Red wine and gin work better for me.


----------



## anton78 (Oct 12, 2014)

That'll do. Same active ingredient


----------



## jeebsy (May 5, 2013)

anton78 said:


> You know what you need to counteract that jeebsy


Some nice green


----------



## Zakalwe (Oct 19, 2014)

Scotford said:


> Red wine and *gin *work better for me.


Monkey 47. A lovely drop


----------



## Spukey (Nov 4, 2012)

I can handle a fair bit of caffeine as long as i stop well before bed. I usually try not to have coffee after 7pm.

I usually have two espressos and a flat white in the morning. Then an espresso mid afternoon and possibly another flatty after my evening meal.


----------



## Step21 (Oct 2, 2014)

Having found a decaf bean i like (Steampunk Honduras) - i stick to that in the evenings and the odd beer if i've been exercising during the day.

I tend to have 3/4 brewed coffees in a day. 3 is more typical.

My worst suffering with caffeine was not with coffee drink but a cycling drink called "High5 extreme". I once took this in the early morning prior to a cycling event and was literally shaking at the start.


----------



## hotmetal (Oct 31, 2013)

Once many years ago I got what I flippantly call caffeine poisoning in Costa of all places. I drank two 'French bowls' that they were advertising. The girl didn't realise it's normally made with brewed and made them with heaven alone knows how many shots of espresso. Almost like that guy that Glenn posted about in Starbucks but without the syrup. It made me feel really nervous and jittery, and as little bit nauseous. Took hours to wear off. I'm a catastrophic insomniac even without caffeine but don't normally drink coffee after mid afternoon unless pulling a late one at work.


----------



## Scotford (Apr 24, 2014)

Zakalwe said:


> Monkey 47. A lovely drop
> 
> View attachment 10024


I'm more of a Hendricks or Langleys No.8 kinda guy myself.


----------



## Vieux Clou (Oct 22, 2014)

My limit is about 5 shots, plus maybe a litre of tea as well. Don't get a wink all afternoon, though. Nights, no problem.


----------



## jeebsy (May 5, 2013)

Vieux Clou said:


> Don't get a wink all afternoon, though.


Haha!


----------



## Kevin914 (Nov 5, 2014)

One teaspoon is enough for me)


----------



## Scotford (Apr 24, 2014)

Kevin914 said:


> One teaspoon is enough for me)


Never tried drinking a teaspoon, what ratio do you use?


----------



## SimonB (Sep 12, 2013)

Can't say I notice any effect on my sleep regardless of when I drink coffee but I can recall feeling a little jittery when I was drinking too many cups of brewed coffee throughout the day (I'd guess 7-8 total?).


----------



## CallumT (Aug 23, 2013)

Simon if you don't notice the effect have you tried going without coffee, if you run into headaches and things like that you'll know the answer.

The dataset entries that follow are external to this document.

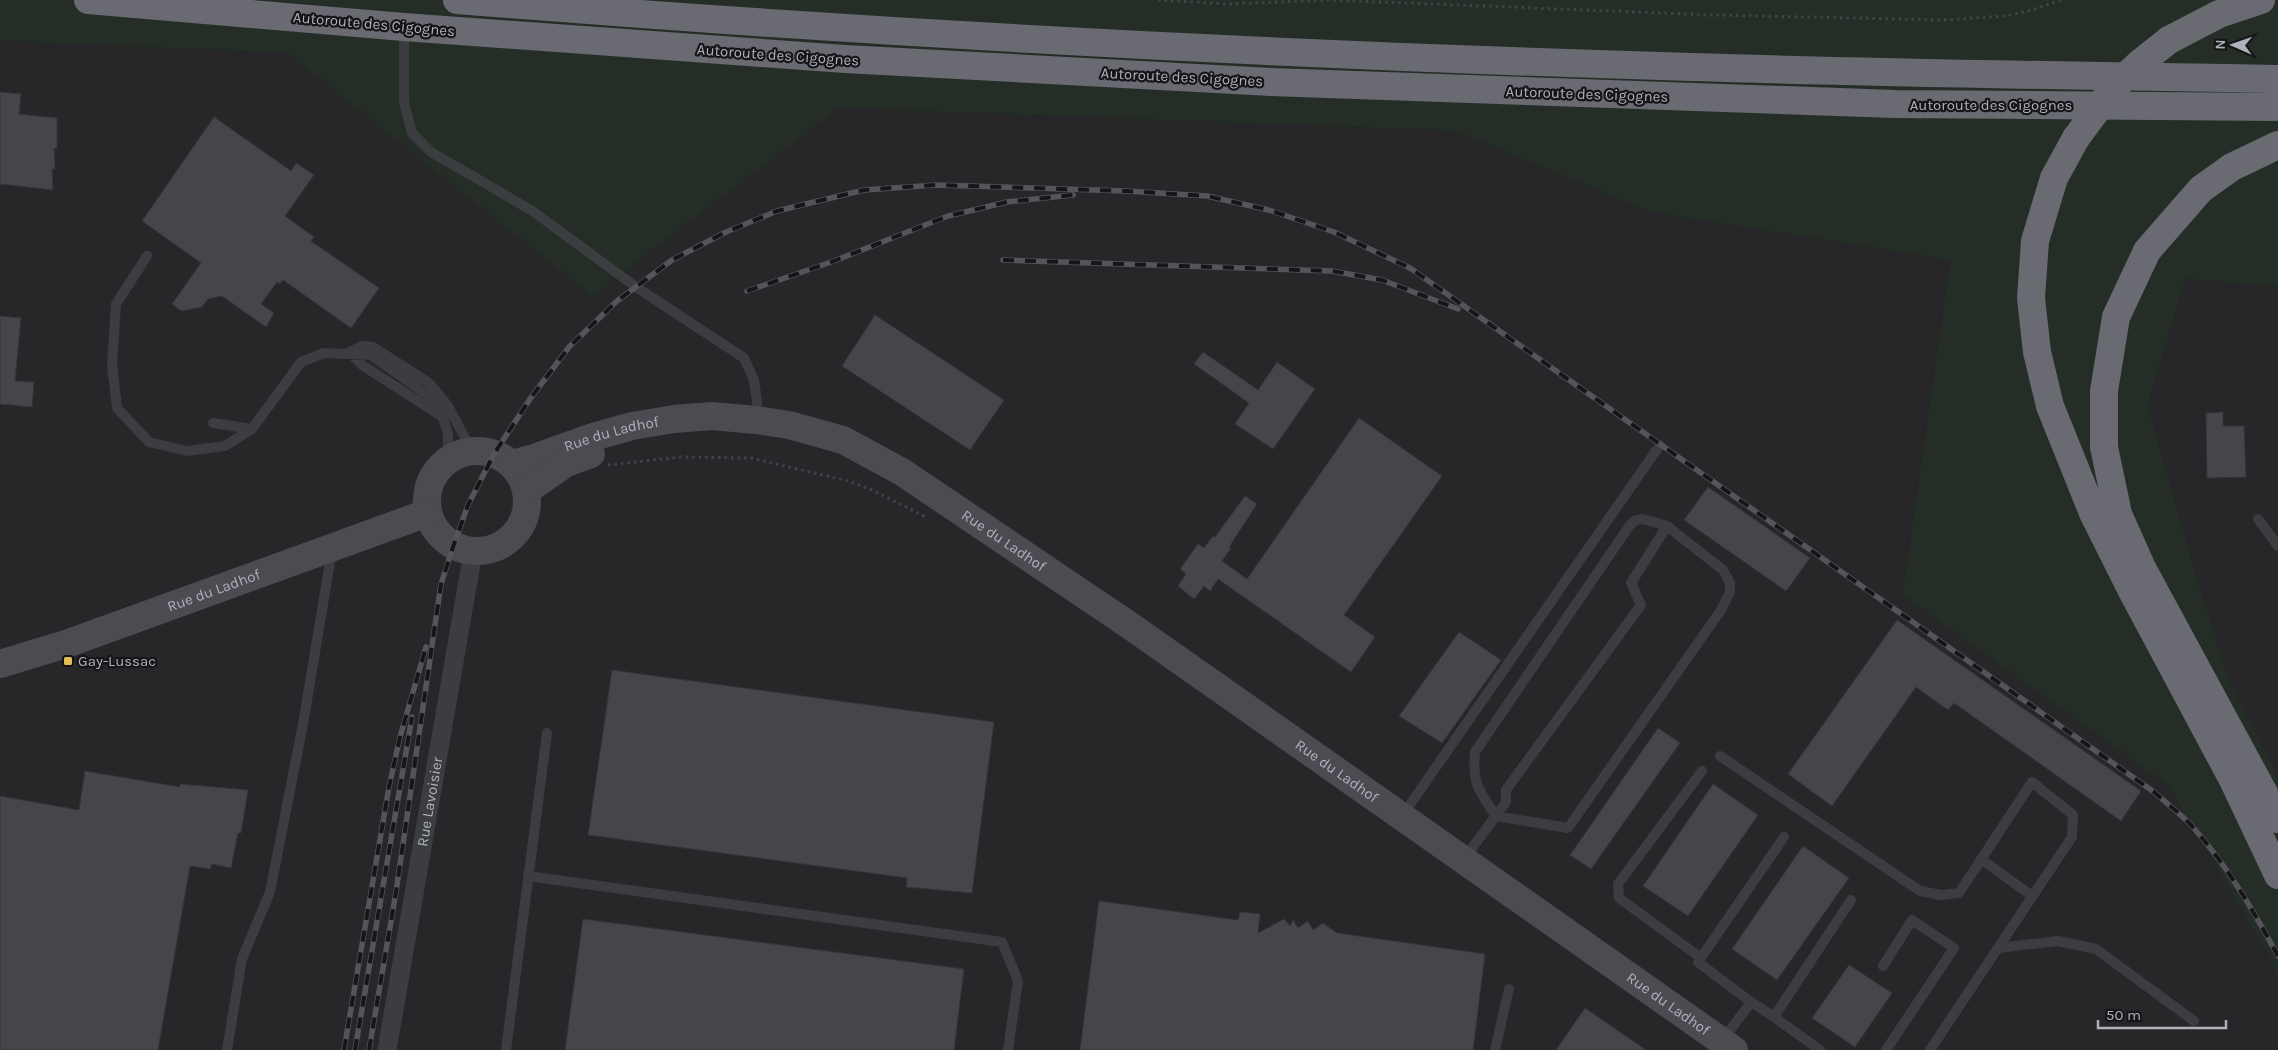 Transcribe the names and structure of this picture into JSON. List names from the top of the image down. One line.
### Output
{"streets":{"highway":["Autoroute des Cigognes"],"main road":["Rue du Ladhof"],"street":["Rue Lavoisier"]},"crossings":[["Rue du Ladhof","Rue Lavoisier"]],"places":{"transit":["Gay-Lussac"]},"scale_bar":"50 m","north":"left"} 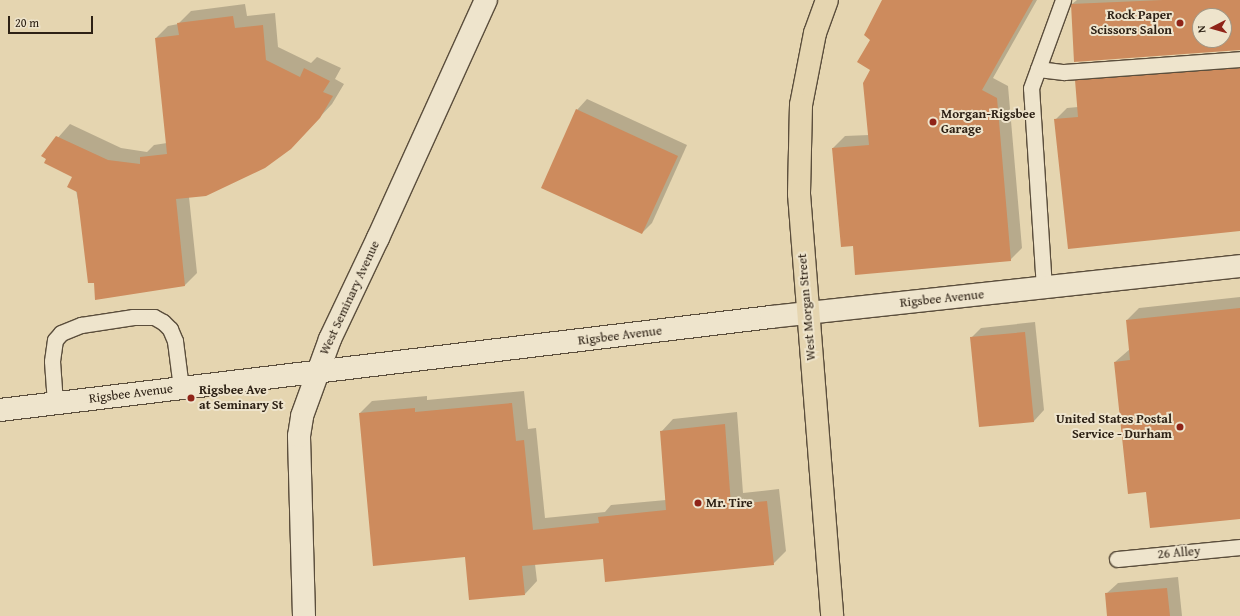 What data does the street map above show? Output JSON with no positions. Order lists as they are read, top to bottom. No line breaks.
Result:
{"streets":{"main road":["West Morgan Street"],"street":["West Seminary Avenue","Rigsbee Avenue"],"lane":["26 Alley"]},"crossings":[["West Seminary Avenue","Rigsbee Avenue"],["Rigsbee Avenue","West Morgan Street"]],"places":["Rock Paper Scissors Salon","Morgan-Rigsbee Garage","Rigsbee Ave at Seminary St","United States Postal Service - Durham","Mr. Tire"],"scale_bar":"20 m","north":"left"} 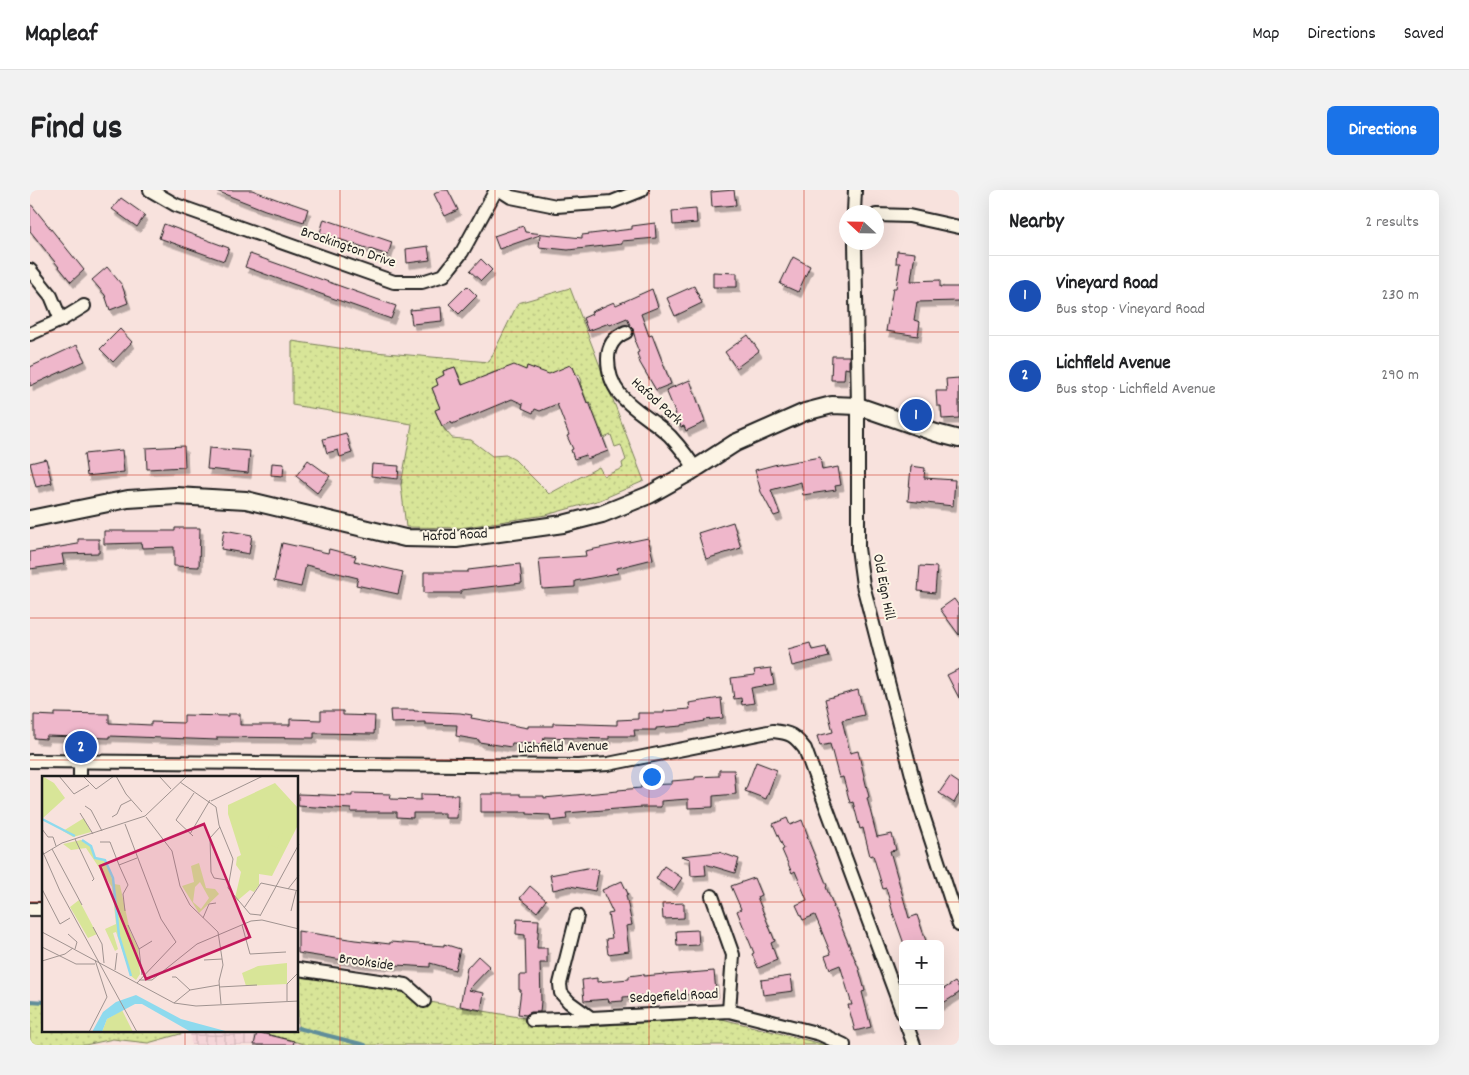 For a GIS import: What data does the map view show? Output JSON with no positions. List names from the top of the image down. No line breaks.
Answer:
{"streets":{"street":["Brockington Drive","Hafod Park","Hafod Road","Old Eign Hill","Lichfield Avenue","Brookside","Sedgefield Road"]},"crossings":[["Hafod Park","Hafod Road"],["Hafod Road","Old Eign Hill"]],"north":"left","page":{"header":"Mapleaf","nav":["Map","Directions","Saved"],"title":"Find us","buttons":"Directions","heading":["Nearby","2 results"],"list":[{"mark":"1","name":"Vineyard Road","note":"Bus stop · Vineyard Road","value":"230 m"},{"mark":"2","name":"Lichfield Avenue","note":"Bus stop · Lichfield Avenue","value":"290 m"}],"pins":["1","2"],"map_buttons":["+","−"]}} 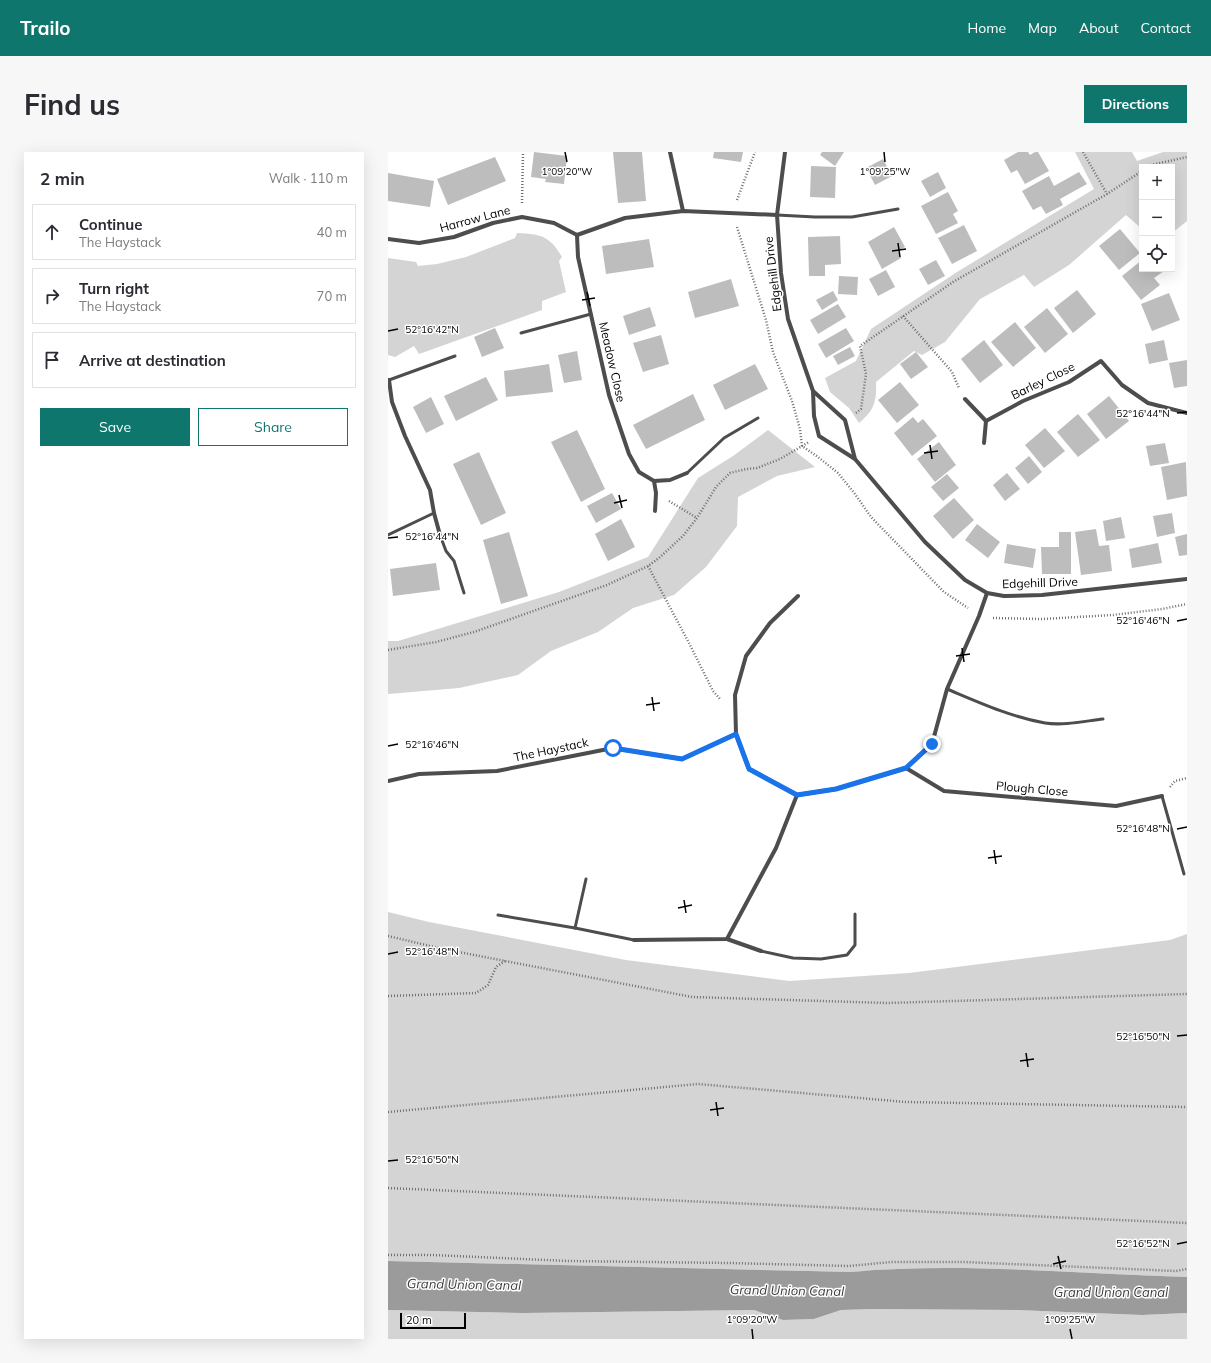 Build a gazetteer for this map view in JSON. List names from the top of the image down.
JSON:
{
  "streets": {
    "street": [
      "Harrow Lane",
      "Edgehill Drive",
      "Meadow Close",
      "Barley Close",
      "The Haystack",
      "Plough Close"
    ]
  },
  "crossings": [
    ["Harrow Lane", "Meadow Close"]
  ],
  "water": ["Grand Union Canal"],
  "scale_bar": "20 m",
  "page": {
    "header": "Trailo",
    "nav": [
      "Home",
      "Map",
      "About",
      "Contact"
    ],
    "buttons": [
      "Directions",
      ["Save", "Share"]
    ],
    "title": "Find us",
    "heading": ["2 min", "Walk · 110 m"],
    "map_buttons": ["+", "−"],
    "list": [
      ["Continue", "The Haystack", "40 m"],
      ["Turn right", "The Haystack", "70 m"],
      "Arrive at destination"
    ],
    "scale": "20 m"
  },
  "coordinates": [
    "1°09'20\"W",
    "1°09'25\"W",
    "52°16'42\"N",
    "52°16'44\"N",
    "52°16'46\"N",
    "52°16'48\"N",
    "52°16'50\"N",
    "52°16'52\"N"
  ]
} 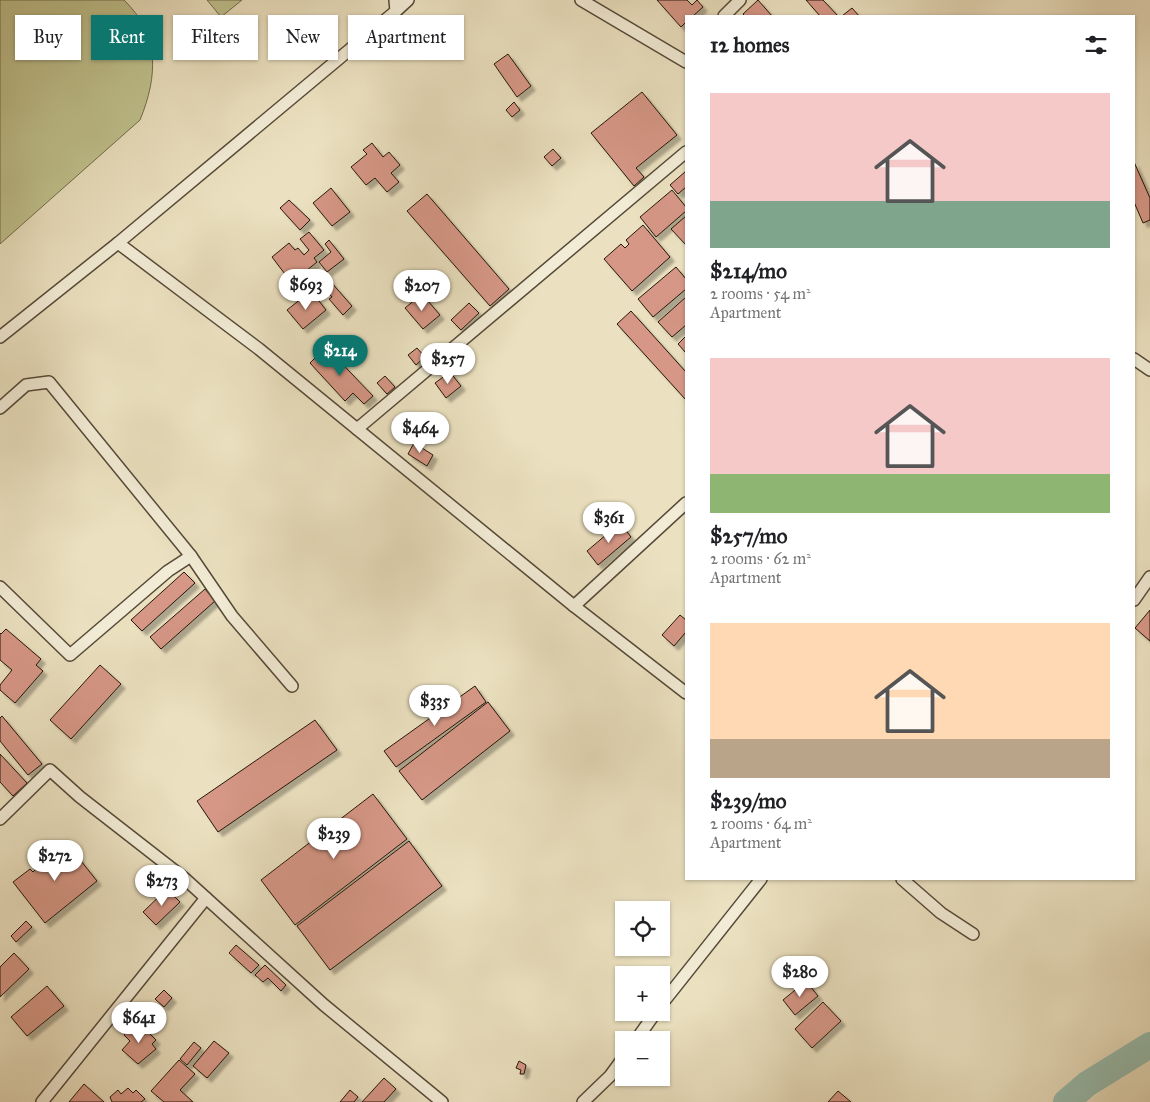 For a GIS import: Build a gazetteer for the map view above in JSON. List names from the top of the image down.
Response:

Most of the time it's about keeping hydrated, similar to if you want to wake up without a hangover etc.

I have been kept awake by too much coffee before but most of the time if I have high doses I just feel really lazy / horrid shorter fuse and more annoyed than usual.

Other times it makes me want to clean really obsessively haha the joys


----------



## Glenn (Jun 14, 2008)

anton78 said:


> You know what you need to counteract that jeebsy. Beer. Beer is the answer.


Too right. Headed to a beer festival after day 1 at CupNorth last weekend

Slept like a baby!

I fall asleep easily after coffee too.


----------